_What this task involves_. Without the images, reproduce each line of the material exactly.
== Records to use ==
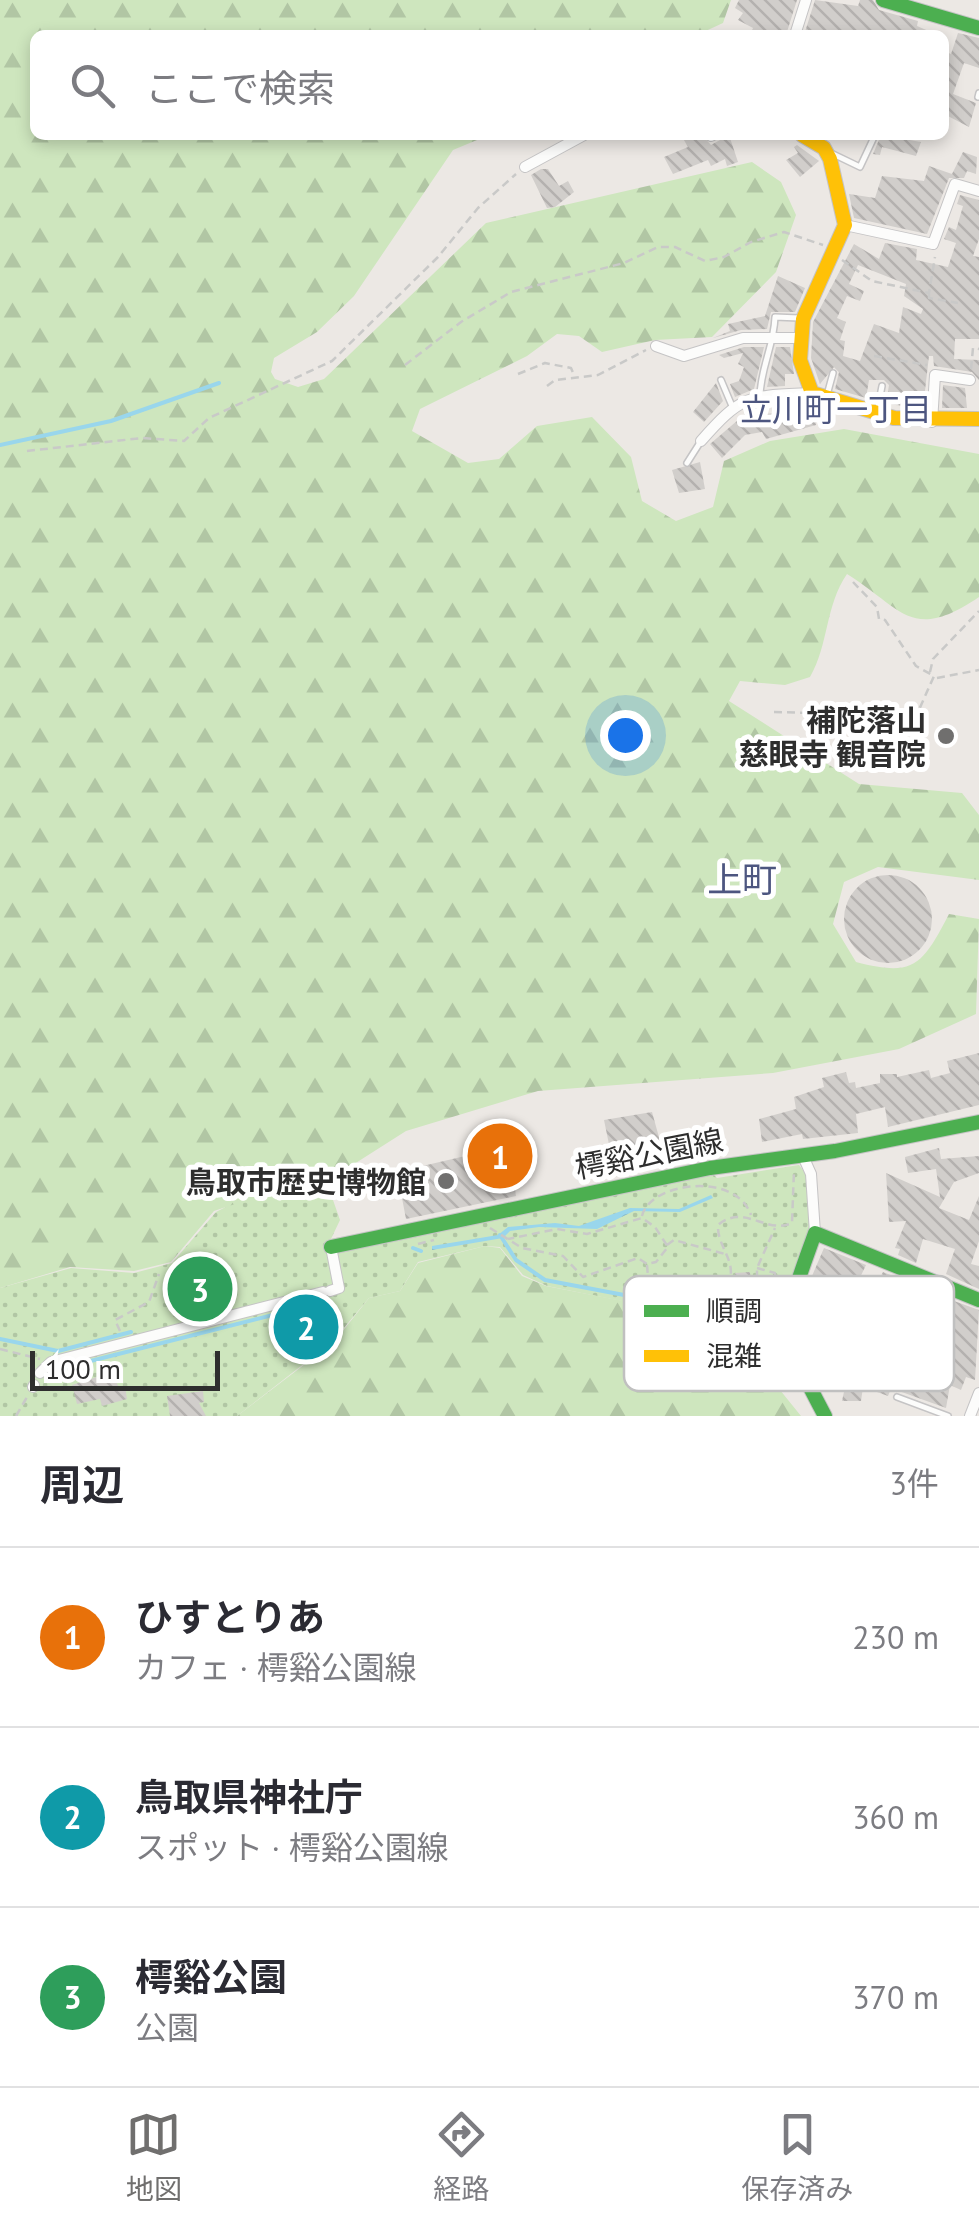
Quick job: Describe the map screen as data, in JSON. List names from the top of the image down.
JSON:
{
  "streets": {
    "street": ["樗谿公園線"]
  },
  "districts": ["立川町一丁目", "上町"],
  "places": ["補陀落山 慈眼寺 観音院", "鳥取市歴史博物館"],
  "legend": ["順調", "混雑"],
  "scale_bar": "100 m",
  "page": {
    "search": "ここで検索",
    "pins": ["1", "3", "2"],
    "scale": "100 m",
    "heading": ["周辺", "3件"],
    "list": [
      {
        "mark": "1",
        "name": "ひすとりあ",
        "note": "カフェ · 樗谿公園線",
        "value": "230 m"
      },
      {
        "mark": "2",
        "name": "鳥取県神社庁",
        "note": "スポット · 樗谿公園線",
        "value": "360 m"
      },
      {
        "mark": "3",
        "name": "樗谿公園",
        "note": "公園",
        "value": "370 m"
      }
    ],
    "nav": ["地図", "経路", "保存済み"]
  }
}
===
_Exercise answer_.
Quick job: Describe the map screen as data, in JSON. List names from the top of the image down.
JSON:
{
  "streets": {
    "street": ["樗谿公園線"]
  },
  "districts": ["立川町一丁目", "上町"],
  "places": ["補陀落山 慈眼寺 観音院", "鳥取市歴史博物館"],
  "legend": ["順調", "混雑"],
  "scale_bar": "100 m",
  "page": {
    "search": "ここで検索",
    "pins": ["1", "3", "2"],
    "scale": "100 m",
    "heading": ["周辺", "3件"],
    "list": [
      {
        "mark": "1",
        "name": "ひすとりあ",
        "note": "カフェ · 樗谿公園線",
        "value": "230 m"
      },
      {
        "mark": "2",
        "name": "鳥取県神社庁",
        "note": "スポット · 樗谿公園線",
        "value": "360 m"
      },
      {
        "mark": "3",
        "name": "樗谿公園",
        "note": "公園",
        "value": "370 m"
      }
    ],
    "nav": ["地図", "経路", "保存済み"]
  }
}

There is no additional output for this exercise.